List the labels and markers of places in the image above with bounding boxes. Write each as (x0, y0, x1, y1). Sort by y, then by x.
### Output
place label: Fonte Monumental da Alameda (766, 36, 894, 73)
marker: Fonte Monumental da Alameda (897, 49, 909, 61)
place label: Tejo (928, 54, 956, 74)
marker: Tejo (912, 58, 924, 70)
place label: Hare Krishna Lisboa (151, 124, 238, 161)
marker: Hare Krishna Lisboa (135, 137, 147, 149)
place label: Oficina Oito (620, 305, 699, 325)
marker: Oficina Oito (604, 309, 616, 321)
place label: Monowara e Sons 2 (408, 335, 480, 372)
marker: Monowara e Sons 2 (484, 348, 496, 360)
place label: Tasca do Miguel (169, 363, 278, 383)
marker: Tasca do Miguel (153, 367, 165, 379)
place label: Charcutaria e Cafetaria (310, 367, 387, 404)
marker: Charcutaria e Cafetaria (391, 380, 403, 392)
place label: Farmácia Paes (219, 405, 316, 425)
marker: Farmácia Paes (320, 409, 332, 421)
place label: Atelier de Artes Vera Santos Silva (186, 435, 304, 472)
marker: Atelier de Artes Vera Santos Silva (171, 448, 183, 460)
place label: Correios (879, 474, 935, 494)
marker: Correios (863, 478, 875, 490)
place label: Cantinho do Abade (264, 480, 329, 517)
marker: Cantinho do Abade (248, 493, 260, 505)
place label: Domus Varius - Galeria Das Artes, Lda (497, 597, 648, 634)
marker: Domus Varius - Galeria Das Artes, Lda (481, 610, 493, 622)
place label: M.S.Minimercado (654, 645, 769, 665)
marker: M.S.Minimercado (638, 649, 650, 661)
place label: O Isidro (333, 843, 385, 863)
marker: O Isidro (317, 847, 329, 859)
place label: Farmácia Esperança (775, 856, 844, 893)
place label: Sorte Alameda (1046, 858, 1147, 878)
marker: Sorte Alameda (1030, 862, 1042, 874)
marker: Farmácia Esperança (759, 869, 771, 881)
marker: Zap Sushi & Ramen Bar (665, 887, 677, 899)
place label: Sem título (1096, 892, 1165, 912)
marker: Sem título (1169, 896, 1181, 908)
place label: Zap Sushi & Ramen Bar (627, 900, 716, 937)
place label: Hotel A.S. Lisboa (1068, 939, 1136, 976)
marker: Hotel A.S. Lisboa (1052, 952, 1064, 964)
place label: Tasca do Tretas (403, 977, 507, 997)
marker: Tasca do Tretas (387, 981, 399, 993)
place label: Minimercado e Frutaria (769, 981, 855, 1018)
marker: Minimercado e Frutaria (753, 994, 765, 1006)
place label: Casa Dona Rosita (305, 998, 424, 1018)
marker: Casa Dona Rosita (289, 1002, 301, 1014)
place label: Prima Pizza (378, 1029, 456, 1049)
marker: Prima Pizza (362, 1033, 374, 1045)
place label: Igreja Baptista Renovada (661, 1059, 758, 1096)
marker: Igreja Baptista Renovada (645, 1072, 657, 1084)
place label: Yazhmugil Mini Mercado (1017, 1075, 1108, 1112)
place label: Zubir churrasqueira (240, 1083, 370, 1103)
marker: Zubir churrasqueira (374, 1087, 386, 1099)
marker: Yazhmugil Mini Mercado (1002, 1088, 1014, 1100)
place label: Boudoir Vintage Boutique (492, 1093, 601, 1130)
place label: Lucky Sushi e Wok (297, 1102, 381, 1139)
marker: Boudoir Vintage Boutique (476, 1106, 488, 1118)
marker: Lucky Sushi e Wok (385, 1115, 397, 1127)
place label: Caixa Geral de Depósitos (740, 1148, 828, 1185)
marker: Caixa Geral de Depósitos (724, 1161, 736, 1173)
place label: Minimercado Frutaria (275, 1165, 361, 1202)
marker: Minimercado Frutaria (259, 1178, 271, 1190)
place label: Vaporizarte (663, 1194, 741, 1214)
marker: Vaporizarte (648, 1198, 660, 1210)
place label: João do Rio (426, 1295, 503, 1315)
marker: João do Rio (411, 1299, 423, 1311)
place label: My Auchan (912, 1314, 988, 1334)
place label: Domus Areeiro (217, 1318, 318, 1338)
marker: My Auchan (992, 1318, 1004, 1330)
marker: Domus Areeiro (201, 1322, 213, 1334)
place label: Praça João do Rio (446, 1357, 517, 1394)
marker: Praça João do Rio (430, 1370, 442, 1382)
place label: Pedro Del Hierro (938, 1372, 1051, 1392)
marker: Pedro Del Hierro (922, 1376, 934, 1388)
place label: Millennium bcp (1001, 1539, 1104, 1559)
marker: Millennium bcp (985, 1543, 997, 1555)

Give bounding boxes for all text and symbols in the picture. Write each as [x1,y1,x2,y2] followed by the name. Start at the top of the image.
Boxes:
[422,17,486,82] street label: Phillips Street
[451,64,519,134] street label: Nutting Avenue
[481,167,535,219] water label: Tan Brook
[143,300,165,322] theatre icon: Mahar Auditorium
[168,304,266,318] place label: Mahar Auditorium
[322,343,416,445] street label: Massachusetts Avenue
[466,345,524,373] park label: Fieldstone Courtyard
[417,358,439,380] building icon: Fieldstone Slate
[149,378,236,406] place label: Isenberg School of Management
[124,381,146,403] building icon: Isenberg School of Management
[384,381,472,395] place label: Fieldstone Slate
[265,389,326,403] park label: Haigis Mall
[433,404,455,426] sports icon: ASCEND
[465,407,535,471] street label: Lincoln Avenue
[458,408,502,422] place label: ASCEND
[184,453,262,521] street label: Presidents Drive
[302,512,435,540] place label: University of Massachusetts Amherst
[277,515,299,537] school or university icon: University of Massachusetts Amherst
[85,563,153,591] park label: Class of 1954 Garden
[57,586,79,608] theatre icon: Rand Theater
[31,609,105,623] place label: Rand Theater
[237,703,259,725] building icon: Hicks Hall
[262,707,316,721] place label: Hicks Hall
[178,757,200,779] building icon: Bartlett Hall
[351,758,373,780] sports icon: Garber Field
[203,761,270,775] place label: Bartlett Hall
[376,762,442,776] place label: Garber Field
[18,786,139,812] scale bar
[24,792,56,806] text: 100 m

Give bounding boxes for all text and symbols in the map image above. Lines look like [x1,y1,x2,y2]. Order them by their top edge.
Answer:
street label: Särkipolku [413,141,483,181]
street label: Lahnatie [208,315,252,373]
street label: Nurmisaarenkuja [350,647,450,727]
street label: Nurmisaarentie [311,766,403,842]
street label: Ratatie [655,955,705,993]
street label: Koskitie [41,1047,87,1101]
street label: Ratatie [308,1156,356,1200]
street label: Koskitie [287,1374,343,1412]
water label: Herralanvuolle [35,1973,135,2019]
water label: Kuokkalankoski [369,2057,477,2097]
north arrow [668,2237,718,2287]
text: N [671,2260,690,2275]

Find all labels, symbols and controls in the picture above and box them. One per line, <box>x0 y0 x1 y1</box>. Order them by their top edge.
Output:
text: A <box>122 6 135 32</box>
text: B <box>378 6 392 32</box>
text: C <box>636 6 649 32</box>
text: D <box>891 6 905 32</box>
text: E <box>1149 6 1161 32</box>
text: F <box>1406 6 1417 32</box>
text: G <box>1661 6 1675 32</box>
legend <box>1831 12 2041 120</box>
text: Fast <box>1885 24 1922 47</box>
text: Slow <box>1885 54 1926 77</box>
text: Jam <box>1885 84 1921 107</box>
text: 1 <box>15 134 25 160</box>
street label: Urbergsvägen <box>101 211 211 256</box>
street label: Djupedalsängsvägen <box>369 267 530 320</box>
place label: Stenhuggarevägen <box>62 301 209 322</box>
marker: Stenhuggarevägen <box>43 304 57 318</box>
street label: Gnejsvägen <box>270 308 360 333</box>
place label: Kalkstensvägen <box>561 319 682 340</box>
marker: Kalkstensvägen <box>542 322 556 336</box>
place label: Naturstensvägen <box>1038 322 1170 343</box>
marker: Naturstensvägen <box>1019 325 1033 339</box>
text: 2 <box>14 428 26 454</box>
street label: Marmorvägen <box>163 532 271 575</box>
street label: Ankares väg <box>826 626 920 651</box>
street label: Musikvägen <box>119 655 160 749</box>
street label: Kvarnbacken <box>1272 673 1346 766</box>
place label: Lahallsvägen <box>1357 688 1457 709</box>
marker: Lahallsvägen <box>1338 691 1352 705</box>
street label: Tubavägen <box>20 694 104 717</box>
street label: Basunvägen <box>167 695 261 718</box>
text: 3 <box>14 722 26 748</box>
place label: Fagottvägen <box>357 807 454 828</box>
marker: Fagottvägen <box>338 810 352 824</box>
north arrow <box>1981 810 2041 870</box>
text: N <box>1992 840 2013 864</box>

▬▬▬▬▬▬▬▬▬▬

▶ [What the task requires] What belongs in the answer is each line from the listing above that contains "Hicks".

▶ [Result of the task]
[237,703,259,725] building icon: Hicks Hall
[262,707,316,721] place label: Hicks Hall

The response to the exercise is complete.